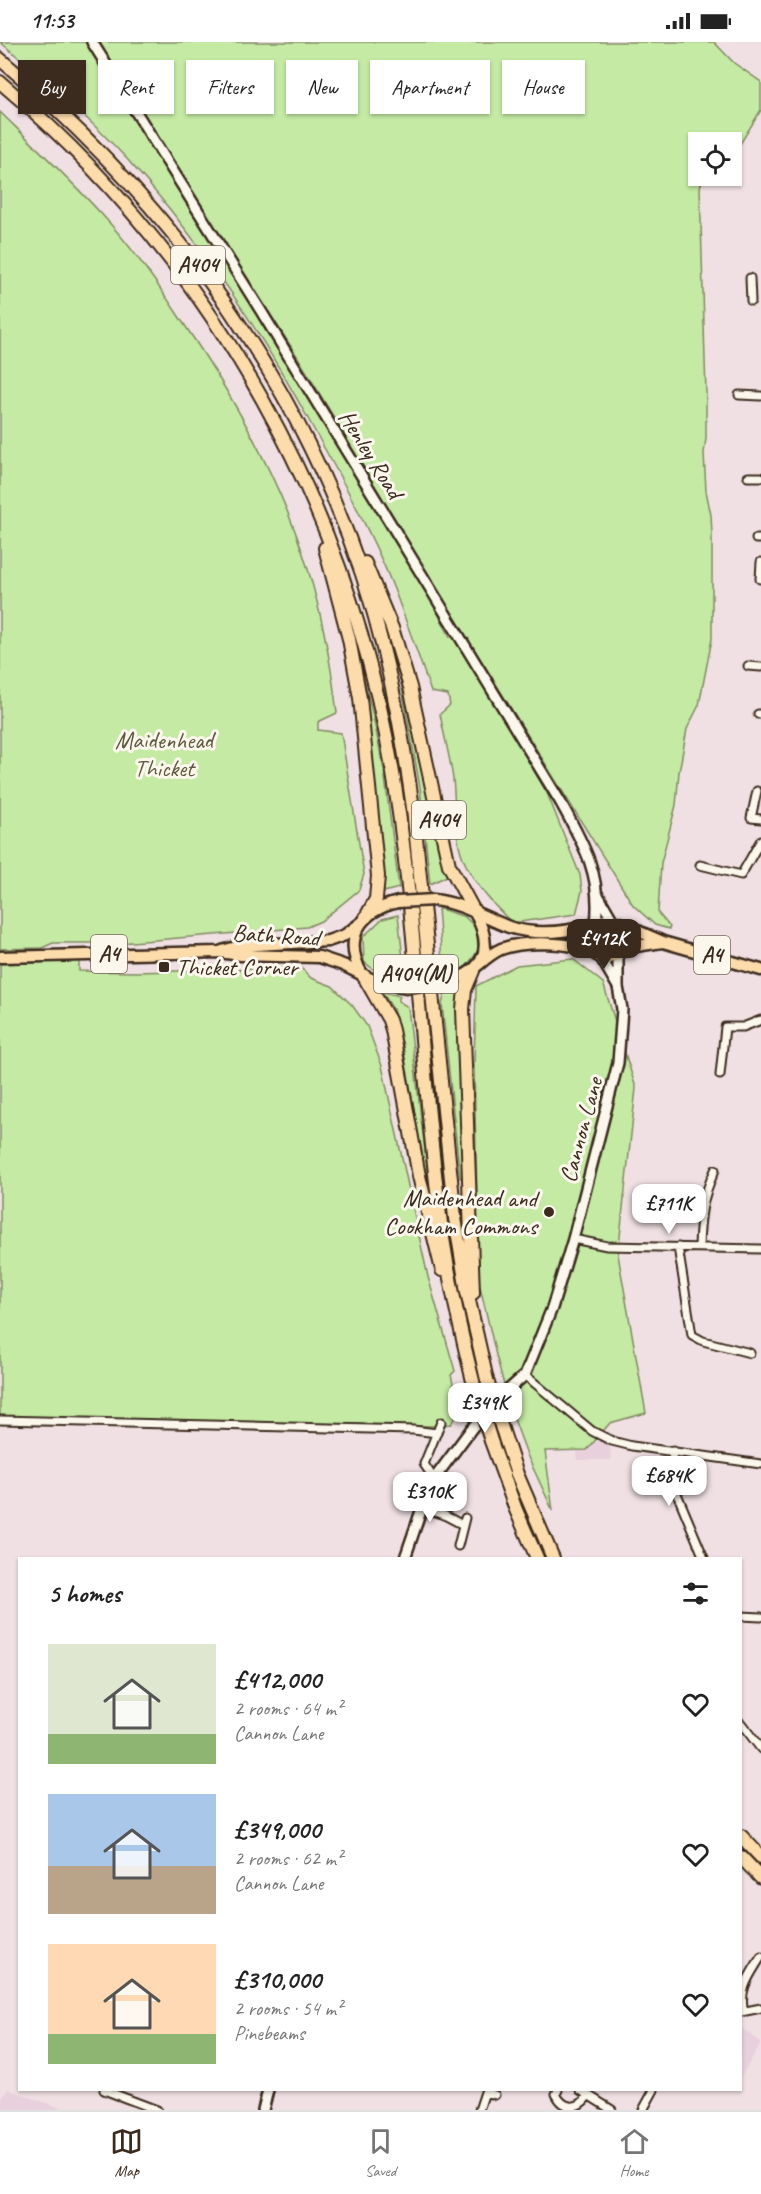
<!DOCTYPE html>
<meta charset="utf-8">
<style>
:root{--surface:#fff;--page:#f6f6f6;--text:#222;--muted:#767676;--line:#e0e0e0;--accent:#3b2a1e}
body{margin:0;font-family:Caveat,sans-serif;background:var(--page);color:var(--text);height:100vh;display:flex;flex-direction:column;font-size:22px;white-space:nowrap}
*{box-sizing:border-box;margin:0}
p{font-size:20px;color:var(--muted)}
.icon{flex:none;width:33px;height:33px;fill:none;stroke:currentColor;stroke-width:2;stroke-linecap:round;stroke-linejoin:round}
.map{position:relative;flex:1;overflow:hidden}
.drawer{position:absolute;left:18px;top:1515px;width:724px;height:534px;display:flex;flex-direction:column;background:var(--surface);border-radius:0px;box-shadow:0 2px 4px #0004}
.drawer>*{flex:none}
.hud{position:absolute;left:18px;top:18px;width:726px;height:54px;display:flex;gap:12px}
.buttons{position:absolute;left:688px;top:90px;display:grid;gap:12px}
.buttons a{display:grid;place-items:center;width:54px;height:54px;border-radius:0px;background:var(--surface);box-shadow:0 2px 4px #0004;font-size:30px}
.price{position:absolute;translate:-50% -51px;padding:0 14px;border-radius:12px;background:#fff;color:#222;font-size:20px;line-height:39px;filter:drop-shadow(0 2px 3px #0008)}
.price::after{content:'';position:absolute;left:50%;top:36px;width:18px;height:14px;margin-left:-9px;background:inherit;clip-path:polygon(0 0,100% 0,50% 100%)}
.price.selected{background:var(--accent);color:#fff}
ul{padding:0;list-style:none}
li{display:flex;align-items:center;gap:18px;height:150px;padding:0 30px}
li span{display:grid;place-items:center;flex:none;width:168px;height:120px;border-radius:0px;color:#555}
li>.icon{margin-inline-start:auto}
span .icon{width:72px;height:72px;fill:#fffc;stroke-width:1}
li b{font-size:26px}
h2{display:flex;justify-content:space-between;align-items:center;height:72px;padding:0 30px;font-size:26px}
.chip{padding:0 21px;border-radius:0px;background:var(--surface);box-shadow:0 2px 4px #0004;font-size:21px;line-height:54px}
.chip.selected{background:var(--accent);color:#fff}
.status{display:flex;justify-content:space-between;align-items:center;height:42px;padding:0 30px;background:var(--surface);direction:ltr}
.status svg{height:16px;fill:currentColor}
.tabs{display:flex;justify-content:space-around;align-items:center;height:84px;border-top:2px solid var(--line);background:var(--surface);font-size:16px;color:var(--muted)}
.tabs a{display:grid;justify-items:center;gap:3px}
.tabs .selected{color:var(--accent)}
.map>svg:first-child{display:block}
.built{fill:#e8d0dd}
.green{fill:#c4eaa4;stroke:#808a61;stroke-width:1.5}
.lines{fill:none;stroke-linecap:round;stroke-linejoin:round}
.street-casing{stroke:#3b2a1e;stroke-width:11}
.secondary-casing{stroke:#3b2a1e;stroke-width:14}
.primary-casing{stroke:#3b2a1e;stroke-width:15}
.highway-casing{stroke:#3b2a1e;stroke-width:16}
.street{stroke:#fbf7ec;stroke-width:7}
.secondary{stroke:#fbf7ec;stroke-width:9}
.primary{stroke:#fddcac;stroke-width:10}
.highway{stroke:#fddcac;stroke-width:12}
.primary-bridge-casing{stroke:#3b2a1e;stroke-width:15;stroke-linecap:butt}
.highway-bridge-casing{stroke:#3b2a1e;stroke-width:16;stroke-linecap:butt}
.primary-bridge{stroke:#fddcac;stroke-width:10}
.highway-bridge{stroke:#fddcac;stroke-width:12}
.poi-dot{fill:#3b2a1e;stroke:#fbf7ec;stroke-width:2}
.labels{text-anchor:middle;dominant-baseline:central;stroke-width:6;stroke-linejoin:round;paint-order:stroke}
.shield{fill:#fbf7ec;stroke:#75685c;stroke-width:1.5}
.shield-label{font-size:22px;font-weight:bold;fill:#3b2a1e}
.street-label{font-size:24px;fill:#3b2a1e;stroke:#fbf7ec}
.park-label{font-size:24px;fill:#5d5a40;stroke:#fbf7ec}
.poi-label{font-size:24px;fill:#3b2a1e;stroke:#fbf7ec;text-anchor:start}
</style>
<div class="status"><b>11:53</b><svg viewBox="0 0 49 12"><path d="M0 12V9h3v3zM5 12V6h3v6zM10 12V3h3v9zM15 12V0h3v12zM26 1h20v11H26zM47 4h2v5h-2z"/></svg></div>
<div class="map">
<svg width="761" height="2068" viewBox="0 0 761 2068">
<rect width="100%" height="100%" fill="#f0e0e3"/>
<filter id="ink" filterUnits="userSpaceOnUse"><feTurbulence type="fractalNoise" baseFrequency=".0167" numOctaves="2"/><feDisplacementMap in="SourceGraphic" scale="12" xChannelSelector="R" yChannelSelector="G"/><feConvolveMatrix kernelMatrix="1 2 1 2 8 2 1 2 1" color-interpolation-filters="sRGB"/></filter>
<g filter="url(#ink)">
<path class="built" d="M606,1399L610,1403L611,1418H577V1401Z
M741,1986L761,2001L741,2035Z
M8,2047L66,2068H0V2059Z"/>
<path class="green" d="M0,0H88L381,475L428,552L450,595L455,594L547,751L580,833L582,849L576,872L512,881C495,864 477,846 466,823C453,797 456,765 453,737C450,715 444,694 440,672L450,663L448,653L431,650C419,615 407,581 394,547C373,494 345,443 317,393C264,294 202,200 127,117C88,75 44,36 0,0Z
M99,0H714L734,21L761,40V68L740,102L732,106V100H699V134H704L700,145L706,352V396L704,411L706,449L711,473L712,492V597L699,663L687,687L679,730L676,763L661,821L658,871L670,885L669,887L655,883L633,863L424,526L297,314L204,169Z
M0,70C36,105 72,139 106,177C135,209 160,245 184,282C235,357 280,437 307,524C322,572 331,621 337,671L318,680V688L341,691L364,832L359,848L321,879L307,885L97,903L93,901H53L42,906L0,907Z
M354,597L373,674L384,728L399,846L384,850L369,687Z
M398,624L449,833L430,842L420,745Z
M438,866L465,875L477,887L478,909L465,926L452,934L443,932Z
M398,873L405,934L381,933L364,920L363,895L382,877Z
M573,917L603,941L636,1046L618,1213L646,1371L610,1381L587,1408L545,1409L553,1469L528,1415L511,1369L496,1313L479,1240L474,1024L476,944L517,923Z
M79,919V929L135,930L301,926L311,936L332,944L352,963L367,984L382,1024L428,1235L455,1329L451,1333L459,1368L451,1382L431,1384L0,1375V922Z
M459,945L458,980L463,1136H460L442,962L445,951Z
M382,950L400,954L398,959L408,965L428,1135L426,1136L403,1004L393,967Z"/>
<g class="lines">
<defs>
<path id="street" d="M750,236L751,259
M739,353L761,354
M748,435H761
M756,497H761
M760,537L761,520
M748,624L761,625
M758,672H761
M757,749L751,776L761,777
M700,823L741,833L761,798
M720,1033L725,985H743L761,978
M573,1197L607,1204L761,1207
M678,1205L692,1293L703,1299L750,1311
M699,1205C700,1175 702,1156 715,1128
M525,1333L592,1389L612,1399L632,1404L761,1422
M0,1378L413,1388L437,1391
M673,1409L670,1435L704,1516
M434,1437L424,1422L441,1380
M422,1466L444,1473L463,1483
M458,1504L465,1476
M741,1574L761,1575
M741,1681L761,1707
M744,1969C738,1948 750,1933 761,1915
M741,1970L761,1966
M104,2048L157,2068
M558,2048L556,2052C564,2068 578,2068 588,2054
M580,2048L612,2068
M479,2068L485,2050L495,2053
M643,2068L654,2048"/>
<path id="secondary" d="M92,0L261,269L561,761C583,801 602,833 596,881
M598,853L613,879
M600,914L618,945
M405,1516L422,1466L434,1437L472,1386L500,1355L525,1333L552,1266L573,1197L618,1021L622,967L618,945V912
M263,2068L268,2048"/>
<path id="primary" d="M434,858C462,861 483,875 509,885C536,894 567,890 593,883
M588 897a19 19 0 1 1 38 0a19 19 0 1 1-38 0Z
M617,880L663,900L761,928
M222,909L240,904L328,899L345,893L361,881
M621,910L636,904L662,900
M0,915L219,910L241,913L319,915L343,923L377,940L407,945
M478,923C485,917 492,911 501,907C526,898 570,900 594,910
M362,932C342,896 360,869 398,860
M441,941C484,932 496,908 474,869"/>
<path id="highway" d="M0,17C166,157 292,325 362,532C387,609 402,687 413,766L455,1176L467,1250L487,1338
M0,40C216,222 354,472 396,750C418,898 422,1048 443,1196C451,1248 463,1300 476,1351
M325,506L349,597L360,656L378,834L376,857L366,875
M365,521L392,586L410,645L449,823L474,869
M363,933L389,978L392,988L419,1134L442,1228
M473,1251L463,967L465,948L473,929
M502,1387L517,1432L553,1516
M491,1399L516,1468L537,1516
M741,1794L761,1815
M741,1815L761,1836"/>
</defs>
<use href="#street" class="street-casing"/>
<use href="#secondary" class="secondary-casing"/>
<use href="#primary" class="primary-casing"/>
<use href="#highway" class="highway-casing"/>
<use href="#street" class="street"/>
<use href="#secondary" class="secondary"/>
<use href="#primary" class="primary"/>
<use href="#highway" class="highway"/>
<defs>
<path id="primary-bridge" d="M398,860L434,858
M407,945L441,941"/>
<path id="highway-bridge" d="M487,1338L502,1387
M476,1351L491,1399"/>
</defs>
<use href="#primary-bridge" class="primary-bridge-casing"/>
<use href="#highway-bridge" class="highway-bridge-casing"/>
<use href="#primary-bridge" class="primary-bridge"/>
<use href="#highway-bridge" class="highway-bridge"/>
</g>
</g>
<g class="poi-dot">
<rect x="158" y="919" width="12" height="12" rx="3"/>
<circle cx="549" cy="1170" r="6"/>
</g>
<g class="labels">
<g class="shield">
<rect x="171" y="204" width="54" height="38" rx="4.5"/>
<rect x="412" y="759" width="54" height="38" rx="4.5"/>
<rect x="91" y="893" width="36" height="38" rx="4.5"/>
<rect x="694" y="894" width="36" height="38" rx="4.5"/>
<rect x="374" y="913" width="84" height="38" rx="4.5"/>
</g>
<g class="shield-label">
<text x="198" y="223">A404</text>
<text x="439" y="778">A404</text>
<text x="109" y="912">A4</text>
<text x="712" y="913">A4</text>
<text x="416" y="932">A404(M)</text>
</g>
<g class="street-label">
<text transform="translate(371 412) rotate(58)">Henley Road</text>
<text transform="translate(276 893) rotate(4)">Bath Road</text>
<text transform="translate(581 1088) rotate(-75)">Cannon Lane</text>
</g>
<g class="park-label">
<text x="164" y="698">Maidenhead<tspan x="164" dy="28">Thicket</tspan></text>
</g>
<g class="poi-label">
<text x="176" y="925">Thicket Corner</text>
<text x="537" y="1156" text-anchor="end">Maidenhead and<tspan x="537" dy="28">Cookham Commons</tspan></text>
</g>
</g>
</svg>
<div class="buttons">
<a><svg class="icon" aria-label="locate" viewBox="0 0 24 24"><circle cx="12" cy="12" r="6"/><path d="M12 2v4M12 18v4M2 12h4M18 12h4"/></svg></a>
</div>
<b class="price selected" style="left:604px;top:928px">£412K</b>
<b class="price" style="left:669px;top:1193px">£711K</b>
<b class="price" style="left:485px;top:1392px">£349K</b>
<b class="price" style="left:669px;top:1465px">£684K</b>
<b class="price" style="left:430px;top:1481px">£310K</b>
<div class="hud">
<a class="chip selected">Buy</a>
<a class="chip">Rent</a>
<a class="chip">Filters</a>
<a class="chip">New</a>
<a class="chip">Apartment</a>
<a class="chip">House</a>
</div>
<section class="drawer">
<h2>5 homes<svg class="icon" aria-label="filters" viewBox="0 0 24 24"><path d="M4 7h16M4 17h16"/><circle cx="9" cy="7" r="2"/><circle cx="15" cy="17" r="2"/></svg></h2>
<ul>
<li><span style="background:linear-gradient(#dfe7d0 75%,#8fb573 0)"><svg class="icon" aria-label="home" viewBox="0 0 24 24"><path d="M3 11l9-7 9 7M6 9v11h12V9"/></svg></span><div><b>£412,000</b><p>2 rooms · 64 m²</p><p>Cannon Lane</p></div><svg class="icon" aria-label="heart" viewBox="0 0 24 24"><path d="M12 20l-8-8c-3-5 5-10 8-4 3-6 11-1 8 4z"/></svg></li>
<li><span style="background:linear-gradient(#a9c7e8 60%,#b9a48a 0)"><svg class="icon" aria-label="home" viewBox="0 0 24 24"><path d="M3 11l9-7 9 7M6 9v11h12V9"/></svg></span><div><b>£349,000</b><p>2 rooms · 62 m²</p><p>Cannon Lane</p></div><svg class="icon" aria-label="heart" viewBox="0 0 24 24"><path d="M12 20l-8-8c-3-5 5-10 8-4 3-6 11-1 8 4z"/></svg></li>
<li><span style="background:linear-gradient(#ffd9b3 75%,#8fb573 0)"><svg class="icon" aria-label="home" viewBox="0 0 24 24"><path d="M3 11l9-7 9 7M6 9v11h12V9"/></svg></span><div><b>£310,000</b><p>2 rooms · 54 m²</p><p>Pinebeams</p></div><svg class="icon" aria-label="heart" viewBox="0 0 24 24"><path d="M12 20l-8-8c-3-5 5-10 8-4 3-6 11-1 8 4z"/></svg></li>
</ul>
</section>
</div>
<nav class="tabs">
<a class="selected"><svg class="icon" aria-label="map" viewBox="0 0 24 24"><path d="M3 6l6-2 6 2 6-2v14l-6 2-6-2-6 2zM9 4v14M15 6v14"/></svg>Map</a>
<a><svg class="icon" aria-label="saved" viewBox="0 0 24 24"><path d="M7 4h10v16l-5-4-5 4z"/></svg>Saved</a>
<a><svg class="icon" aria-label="home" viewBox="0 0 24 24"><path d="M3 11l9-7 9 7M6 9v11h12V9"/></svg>Home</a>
</nav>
- - -
• **TASK PROMPT**
Across the entries above, tally every line that includes the string "margin", then state only the count.

• **SOLUTION BELOW**
4